Increased content of metal ion in blood and tissue around implanted device in children with scoliosis
TUESDAY, April 19, 2016 (HealthDay News) — Implantation of sliding growth guidance instrumentation LSZ-4D, made from titanium alloy Ti6A14V, is associated with increased content of Ti and V ions in the blood and in the tissues around the device, according to a study published in the March issue of The Spine Journal.
Elena Lukina, Ph.D., from Kingston University London, and colleagues measured the content of metal ions in the blood and tissues surrounding the implanted growth guidance sliding LSZ-4D device in a case-control retrospective study. The study group included 25 children with scoliosis with high growth potential who had sliding growth guidance instrumentation implanted on 13 spine levels. They were compared with a control group of 13 patients without any implanted devices.
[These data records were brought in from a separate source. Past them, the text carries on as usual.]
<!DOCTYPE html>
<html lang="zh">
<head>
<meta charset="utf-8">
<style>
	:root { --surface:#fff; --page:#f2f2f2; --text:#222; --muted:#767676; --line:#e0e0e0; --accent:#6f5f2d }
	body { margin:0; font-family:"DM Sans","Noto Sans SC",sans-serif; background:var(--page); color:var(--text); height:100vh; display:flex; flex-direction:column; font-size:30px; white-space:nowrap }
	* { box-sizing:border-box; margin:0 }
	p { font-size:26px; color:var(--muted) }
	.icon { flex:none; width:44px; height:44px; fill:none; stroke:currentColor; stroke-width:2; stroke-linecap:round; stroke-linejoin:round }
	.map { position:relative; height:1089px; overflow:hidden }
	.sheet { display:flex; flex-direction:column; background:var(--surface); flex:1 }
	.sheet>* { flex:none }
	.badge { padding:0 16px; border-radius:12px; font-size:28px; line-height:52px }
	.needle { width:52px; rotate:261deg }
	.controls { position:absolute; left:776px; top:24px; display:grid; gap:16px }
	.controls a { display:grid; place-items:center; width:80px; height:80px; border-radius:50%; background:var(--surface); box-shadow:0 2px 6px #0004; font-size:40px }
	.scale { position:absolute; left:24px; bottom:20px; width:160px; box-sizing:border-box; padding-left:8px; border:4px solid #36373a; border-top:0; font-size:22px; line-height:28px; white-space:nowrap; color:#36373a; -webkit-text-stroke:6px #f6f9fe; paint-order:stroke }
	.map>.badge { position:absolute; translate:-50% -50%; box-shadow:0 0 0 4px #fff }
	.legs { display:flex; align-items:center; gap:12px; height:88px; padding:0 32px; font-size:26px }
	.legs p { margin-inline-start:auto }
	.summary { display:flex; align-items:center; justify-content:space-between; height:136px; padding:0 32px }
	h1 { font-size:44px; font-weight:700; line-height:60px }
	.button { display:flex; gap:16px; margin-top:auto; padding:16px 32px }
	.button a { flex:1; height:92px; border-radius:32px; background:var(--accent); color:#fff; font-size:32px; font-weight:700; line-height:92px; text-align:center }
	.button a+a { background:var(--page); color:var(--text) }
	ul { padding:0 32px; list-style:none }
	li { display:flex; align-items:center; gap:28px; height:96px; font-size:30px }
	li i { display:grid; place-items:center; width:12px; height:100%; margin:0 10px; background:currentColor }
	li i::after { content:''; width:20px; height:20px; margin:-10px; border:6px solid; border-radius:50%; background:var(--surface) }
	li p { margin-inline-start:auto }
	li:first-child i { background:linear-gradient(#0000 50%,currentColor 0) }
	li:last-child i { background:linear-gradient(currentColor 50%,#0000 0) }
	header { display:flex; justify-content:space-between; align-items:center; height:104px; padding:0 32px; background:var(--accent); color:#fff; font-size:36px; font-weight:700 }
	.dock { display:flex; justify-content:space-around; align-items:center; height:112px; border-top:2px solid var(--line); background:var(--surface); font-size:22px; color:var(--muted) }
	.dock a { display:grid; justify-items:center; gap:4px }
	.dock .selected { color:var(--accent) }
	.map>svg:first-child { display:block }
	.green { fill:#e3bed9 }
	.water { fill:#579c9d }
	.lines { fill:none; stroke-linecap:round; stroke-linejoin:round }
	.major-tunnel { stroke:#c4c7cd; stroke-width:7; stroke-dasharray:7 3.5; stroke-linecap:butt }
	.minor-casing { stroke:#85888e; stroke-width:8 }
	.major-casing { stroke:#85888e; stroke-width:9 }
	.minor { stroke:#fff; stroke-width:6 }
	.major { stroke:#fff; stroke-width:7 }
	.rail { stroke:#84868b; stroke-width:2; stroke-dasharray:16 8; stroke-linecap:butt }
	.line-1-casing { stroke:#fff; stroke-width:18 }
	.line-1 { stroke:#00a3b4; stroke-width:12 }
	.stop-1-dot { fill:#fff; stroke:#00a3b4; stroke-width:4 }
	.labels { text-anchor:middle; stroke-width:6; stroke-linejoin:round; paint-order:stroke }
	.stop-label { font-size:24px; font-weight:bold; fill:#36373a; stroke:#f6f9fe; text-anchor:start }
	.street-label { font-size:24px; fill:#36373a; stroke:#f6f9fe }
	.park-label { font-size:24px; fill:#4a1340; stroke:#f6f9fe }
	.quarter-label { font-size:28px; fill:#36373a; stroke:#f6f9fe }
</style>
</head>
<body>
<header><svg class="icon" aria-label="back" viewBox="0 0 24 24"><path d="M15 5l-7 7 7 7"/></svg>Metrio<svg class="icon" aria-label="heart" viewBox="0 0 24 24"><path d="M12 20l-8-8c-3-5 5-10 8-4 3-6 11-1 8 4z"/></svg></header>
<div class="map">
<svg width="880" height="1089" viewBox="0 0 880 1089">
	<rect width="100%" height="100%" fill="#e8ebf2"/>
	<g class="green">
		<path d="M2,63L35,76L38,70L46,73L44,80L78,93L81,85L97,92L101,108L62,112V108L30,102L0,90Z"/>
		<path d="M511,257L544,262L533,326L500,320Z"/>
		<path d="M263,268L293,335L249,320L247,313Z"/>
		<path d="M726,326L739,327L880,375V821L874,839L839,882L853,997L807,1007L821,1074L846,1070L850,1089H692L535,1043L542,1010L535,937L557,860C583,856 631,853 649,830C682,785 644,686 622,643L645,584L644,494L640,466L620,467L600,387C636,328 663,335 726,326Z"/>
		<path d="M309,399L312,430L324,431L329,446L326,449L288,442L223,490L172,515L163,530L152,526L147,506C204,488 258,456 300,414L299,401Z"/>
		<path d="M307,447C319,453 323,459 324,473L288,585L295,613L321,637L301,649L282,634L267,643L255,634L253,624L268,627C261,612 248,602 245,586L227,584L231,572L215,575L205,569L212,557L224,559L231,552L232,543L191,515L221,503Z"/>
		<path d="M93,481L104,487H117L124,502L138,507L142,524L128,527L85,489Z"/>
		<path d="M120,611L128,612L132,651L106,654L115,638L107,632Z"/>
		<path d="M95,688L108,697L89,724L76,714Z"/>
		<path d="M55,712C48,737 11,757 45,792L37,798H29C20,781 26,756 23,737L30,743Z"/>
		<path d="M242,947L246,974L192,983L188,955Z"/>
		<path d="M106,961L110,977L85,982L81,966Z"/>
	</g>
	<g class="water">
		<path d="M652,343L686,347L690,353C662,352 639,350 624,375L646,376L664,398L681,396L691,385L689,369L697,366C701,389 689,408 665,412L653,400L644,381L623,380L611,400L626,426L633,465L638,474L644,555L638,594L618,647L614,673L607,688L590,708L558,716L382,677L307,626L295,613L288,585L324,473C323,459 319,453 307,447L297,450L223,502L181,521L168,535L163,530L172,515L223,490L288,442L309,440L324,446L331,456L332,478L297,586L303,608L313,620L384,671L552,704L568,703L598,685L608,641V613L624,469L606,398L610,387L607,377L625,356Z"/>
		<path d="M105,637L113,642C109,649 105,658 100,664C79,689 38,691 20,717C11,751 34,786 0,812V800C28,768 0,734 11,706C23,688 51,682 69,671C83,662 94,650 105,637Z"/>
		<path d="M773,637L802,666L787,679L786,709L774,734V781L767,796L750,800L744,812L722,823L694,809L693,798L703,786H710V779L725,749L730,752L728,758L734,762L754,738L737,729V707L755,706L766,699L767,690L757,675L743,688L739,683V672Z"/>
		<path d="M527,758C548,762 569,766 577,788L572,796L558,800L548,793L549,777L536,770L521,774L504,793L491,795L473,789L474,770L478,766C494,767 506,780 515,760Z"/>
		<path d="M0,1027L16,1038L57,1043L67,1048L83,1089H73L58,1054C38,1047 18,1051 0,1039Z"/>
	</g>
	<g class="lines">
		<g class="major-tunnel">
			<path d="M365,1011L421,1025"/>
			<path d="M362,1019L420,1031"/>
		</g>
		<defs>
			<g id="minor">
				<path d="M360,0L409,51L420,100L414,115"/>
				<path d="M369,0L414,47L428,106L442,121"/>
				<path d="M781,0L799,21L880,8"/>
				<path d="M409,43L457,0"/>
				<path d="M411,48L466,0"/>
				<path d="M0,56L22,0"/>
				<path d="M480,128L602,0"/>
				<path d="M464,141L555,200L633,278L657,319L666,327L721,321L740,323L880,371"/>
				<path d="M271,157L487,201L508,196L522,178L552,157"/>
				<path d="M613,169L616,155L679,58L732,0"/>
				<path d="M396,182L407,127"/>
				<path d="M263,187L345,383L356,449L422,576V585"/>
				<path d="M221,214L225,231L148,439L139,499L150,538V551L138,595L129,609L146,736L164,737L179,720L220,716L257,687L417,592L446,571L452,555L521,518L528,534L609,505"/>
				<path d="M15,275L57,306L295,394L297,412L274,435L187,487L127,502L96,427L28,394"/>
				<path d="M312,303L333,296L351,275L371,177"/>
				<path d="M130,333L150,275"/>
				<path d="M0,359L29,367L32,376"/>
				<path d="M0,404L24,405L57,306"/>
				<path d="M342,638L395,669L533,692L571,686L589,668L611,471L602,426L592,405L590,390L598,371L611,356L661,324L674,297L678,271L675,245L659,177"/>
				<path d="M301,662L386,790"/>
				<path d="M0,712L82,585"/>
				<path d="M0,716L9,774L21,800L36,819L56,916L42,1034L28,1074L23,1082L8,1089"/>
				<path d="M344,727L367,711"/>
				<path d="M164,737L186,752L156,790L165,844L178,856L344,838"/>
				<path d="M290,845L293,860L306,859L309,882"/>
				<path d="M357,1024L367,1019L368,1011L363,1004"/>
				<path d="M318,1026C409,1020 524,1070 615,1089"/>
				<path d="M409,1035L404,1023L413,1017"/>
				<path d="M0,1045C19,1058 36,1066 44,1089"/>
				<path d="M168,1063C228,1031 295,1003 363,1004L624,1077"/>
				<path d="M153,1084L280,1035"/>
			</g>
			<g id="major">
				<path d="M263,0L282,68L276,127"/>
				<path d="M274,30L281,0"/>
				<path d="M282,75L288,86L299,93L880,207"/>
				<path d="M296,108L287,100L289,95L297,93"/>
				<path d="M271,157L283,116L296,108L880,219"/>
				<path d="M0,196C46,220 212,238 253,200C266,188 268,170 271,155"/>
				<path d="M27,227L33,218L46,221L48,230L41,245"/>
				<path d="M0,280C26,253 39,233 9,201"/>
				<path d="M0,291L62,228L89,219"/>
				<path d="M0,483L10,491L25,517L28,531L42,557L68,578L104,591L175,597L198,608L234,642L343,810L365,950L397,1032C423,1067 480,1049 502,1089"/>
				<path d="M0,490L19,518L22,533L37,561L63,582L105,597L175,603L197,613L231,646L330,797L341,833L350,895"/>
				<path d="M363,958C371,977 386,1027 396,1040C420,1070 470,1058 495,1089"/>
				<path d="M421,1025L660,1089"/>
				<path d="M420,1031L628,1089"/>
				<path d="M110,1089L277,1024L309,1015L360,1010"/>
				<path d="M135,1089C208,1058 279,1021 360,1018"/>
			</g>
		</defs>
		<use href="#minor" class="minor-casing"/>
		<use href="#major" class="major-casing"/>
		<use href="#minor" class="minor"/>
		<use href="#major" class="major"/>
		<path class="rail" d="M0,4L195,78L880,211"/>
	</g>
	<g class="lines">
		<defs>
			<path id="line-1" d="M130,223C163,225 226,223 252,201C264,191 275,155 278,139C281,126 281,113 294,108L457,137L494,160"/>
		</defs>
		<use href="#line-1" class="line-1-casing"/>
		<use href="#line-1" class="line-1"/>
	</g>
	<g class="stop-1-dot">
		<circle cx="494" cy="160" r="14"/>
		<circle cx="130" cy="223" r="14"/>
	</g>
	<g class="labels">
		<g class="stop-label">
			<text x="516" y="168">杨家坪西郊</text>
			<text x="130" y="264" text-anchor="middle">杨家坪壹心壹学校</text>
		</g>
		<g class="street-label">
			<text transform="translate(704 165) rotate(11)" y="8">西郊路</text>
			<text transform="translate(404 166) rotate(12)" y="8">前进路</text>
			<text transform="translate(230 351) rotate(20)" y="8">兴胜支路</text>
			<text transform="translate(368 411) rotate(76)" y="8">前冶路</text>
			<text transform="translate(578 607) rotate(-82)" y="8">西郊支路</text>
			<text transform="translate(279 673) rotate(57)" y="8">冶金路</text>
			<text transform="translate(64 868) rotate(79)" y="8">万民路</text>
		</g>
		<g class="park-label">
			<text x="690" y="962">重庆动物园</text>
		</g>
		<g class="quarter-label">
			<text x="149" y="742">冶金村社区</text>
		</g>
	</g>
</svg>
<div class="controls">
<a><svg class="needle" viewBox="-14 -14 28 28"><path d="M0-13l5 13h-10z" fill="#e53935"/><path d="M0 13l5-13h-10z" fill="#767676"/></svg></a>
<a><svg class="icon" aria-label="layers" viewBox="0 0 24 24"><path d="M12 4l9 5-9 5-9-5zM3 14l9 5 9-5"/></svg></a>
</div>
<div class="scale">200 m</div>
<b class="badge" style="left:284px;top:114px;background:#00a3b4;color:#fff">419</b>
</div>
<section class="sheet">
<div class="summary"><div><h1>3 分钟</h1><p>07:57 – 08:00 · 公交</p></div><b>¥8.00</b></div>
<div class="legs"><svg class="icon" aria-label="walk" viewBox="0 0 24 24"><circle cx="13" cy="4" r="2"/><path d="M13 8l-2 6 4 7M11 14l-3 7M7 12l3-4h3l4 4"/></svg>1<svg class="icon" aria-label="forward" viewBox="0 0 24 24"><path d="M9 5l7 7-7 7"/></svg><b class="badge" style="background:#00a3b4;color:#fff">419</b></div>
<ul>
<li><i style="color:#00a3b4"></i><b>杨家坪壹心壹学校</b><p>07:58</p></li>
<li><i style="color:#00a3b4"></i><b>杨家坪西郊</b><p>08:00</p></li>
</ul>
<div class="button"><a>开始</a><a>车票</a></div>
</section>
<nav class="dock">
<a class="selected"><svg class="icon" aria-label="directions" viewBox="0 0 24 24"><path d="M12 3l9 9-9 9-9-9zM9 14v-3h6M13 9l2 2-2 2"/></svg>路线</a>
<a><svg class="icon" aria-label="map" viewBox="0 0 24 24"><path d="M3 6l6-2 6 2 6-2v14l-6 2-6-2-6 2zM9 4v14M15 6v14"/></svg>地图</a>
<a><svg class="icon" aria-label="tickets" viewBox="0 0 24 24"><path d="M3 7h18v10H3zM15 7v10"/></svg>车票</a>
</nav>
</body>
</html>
The researchers found that five of the 25 patients in the study group developed metallosis-associated complications. Two of these patients underwent revisions. Ninety percent of patients in the study group had increased Ti and V ion content in the blood. In soft tissues adjacent to implanted sliding device, the median content of Ti ions was more than 1,500-fold higher than that of the control group.
“Our findings imply that either the use of wear-resistant coatings on titanium alloy sliding devices or the use of a different material for such instrumentation would be beneficial,” the authors write.